Millions of Americans attend church each week – many more than once. Yet it seems the focus tends to be about those who forgo church. But why isn’t more attention given to how church services enrich lives rather than reasons for not attending? Is it because church is personal and benefits are hard to quantify? The interesting thing is that some of the reasons for not attending include having a higher priority for being with friends (companionship), and having the only time to work out at the gym or participate in a yoga class (exercise). These are healthy motives.
But it turns out that attending church, where you find a bolstering effect from shared prayers, is also healthy. According to author T.M. Luhrmann, “one of the most striking scientific discoveries about religion in recent years is that going to church weekly is good for you. Religious attendance — at least, religiosity — boosts the immune system and decreases blood pressure. It may add as much as two to three years to your life.”

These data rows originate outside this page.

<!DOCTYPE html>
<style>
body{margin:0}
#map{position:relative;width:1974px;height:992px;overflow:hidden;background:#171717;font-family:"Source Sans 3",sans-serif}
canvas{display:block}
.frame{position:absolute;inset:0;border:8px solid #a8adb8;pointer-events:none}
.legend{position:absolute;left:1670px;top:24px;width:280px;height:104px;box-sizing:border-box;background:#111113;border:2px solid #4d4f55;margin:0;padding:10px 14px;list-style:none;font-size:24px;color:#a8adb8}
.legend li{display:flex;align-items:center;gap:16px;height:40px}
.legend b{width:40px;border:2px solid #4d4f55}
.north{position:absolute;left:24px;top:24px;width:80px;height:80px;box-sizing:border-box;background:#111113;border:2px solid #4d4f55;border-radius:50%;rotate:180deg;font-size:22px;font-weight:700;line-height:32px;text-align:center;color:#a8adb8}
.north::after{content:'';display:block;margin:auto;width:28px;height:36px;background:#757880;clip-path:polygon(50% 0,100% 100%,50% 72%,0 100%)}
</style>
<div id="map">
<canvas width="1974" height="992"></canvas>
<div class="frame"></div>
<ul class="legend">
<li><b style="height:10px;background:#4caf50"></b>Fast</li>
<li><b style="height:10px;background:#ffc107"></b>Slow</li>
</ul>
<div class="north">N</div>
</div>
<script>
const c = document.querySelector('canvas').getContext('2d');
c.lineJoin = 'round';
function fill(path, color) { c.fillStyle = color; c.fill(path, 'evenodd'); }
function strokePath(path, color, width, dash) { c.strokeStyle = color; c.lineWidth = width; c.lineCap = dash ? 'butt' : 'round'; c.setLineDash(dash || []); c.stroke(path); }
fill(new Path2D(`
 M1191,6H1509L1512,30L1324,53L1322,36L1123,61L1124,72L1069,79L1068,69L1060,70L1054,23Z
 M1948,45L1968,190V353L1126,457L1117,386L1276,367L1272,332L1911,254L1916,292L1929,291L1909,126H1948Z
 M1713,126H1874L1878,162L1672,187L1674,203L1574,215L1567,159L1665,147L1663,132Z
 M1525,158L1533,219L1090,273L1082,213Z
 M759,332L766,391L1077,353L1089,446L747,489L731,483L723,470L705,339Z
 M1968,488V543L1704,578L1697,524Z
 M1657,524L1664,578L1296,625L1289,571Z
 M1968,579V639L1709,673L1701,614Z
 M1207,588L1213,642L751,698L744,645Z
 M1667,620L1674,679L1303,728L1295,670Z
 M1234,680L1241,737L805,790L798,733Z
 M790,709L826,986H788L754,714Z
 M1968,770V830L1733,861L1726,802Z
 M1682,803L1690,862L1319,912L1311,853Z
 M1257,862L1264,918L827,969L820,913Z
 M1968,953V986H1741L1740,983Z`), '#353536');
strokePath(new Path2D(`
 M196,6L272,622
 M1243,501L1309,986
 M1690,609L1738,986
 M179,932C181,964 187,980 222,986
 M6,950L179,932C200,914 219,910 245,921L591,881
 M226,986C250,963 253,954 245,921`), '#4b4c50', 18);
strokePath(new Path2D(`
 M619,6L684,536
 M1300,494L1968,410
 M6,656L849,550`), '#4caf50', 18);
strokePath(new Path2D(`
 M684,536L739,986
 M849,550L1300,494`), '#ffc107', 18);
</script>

Relying on prayer and the collaborative effort of church members’ shared reverence for God affect health. Mary Baker Eddy, an early health researcher who wrote Science and Health with Key to the Scriptures, presents a clear guideline for prayer to influence health – which leads to a life that is more flexible, centered, and balanced. She states, “To reduce inflammation, dissolve a tumor, or cure organic disease, I have found divine Truth [God] more potent than all lower remedies.”
As an example, my wife and I experienced the beneficial effects of church attendance and supportive prayers from church members when she was playing the leading role as a gun moll at the Pasadena Playhouse. She was to fall down a flight of stairs each night, but the night before the final evening she injured her back and couldn’t move freely without pain. She called a church friend to pray with her. While talking with this friend, my wife realized that it may not have been the fall that caused the back problem, but that she felt like she had been stabbed in the back in a business deal.
My wife started feeling relief from the pain as both she and her church friend prayed to know that this businessperson was, as stated in the Bible, “created in God’s image and likeness,” and so had to be actually honest. The full healing came the next day – the final day of her performance – when this person offered a full refund of the funds he had collected. To make that day even more special, an usher came down the center isle during the final curtain call with a dozen red roses. My wife thought they were from me but instead they were from members of the church she had attended as a child.
Understanding that God is all, that God is all good, and that every person reflects this goodness – all integral prayer components in Christian Science – brought about healing. And that healing experience was the direct result of the prayers from a church friend and enriched by members from her childhood church. Finding healing through prayer and reliance on church should never be considered anything but a powerful influence for good health.